*1955 in Abington, PA, USA
Bones, 2000
Kunstmuseum Liechtenstein, Vaduz
Direkt auf dem Boden liegen neun Rollen: verschieden lange Stoffbahnen auf teilweise vorstehenden Kartonkernen. In einer Reihe lagern sie parallel nebeneinander, gleich breit, doch in unregelmässigem Abstand. Die Art der Auslage, die Farbtöne und Muster ergeben eine rhythmische Anordnung. Unterschiedliche Grundfarben und Einfärbungen lassen den Blick zusätzlich nach Systemen der Ordnung suchen. Vier Rollen haben einen rosafarbenen Grundton, drei sind zartgelb, zwei unterschiedlich blau. Von den Einfärbungen sehen die Betrachter nur einzelne Streifen.

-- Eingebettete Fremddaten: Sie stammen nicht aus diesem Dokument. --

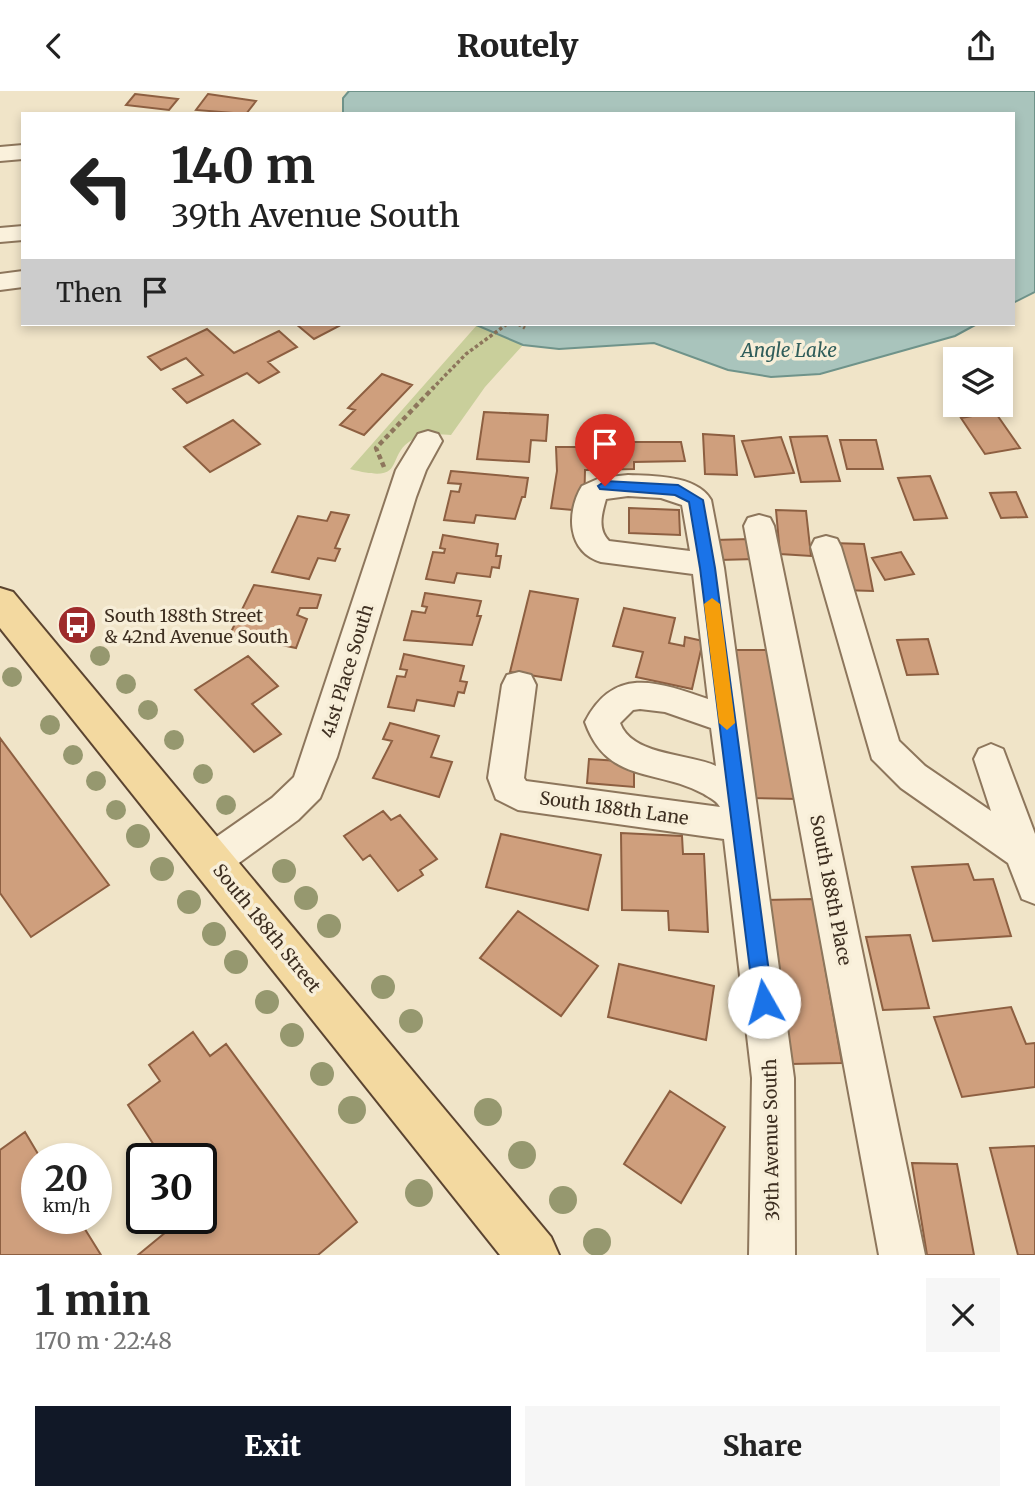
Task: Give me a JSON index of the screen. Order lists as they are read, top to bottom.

Jeder Streifen ist in sich zweifarbig aus schmalen unregelmässigen Streifen, die ineinander- und auseinanderfliessen. Sichtbare Farbkombinationen sind türkis-rot auf rosa, blau-grün auf blau, rosa-rot und rot-orange auf rosa, grün-orange auf hellgelb, rot-grau auf rosa, blau-violett auf blau, orange-violett auf gelb. Farbsysteme klingen an, ihr Einsatz bleibt lebendig weich und experimentierfreudig.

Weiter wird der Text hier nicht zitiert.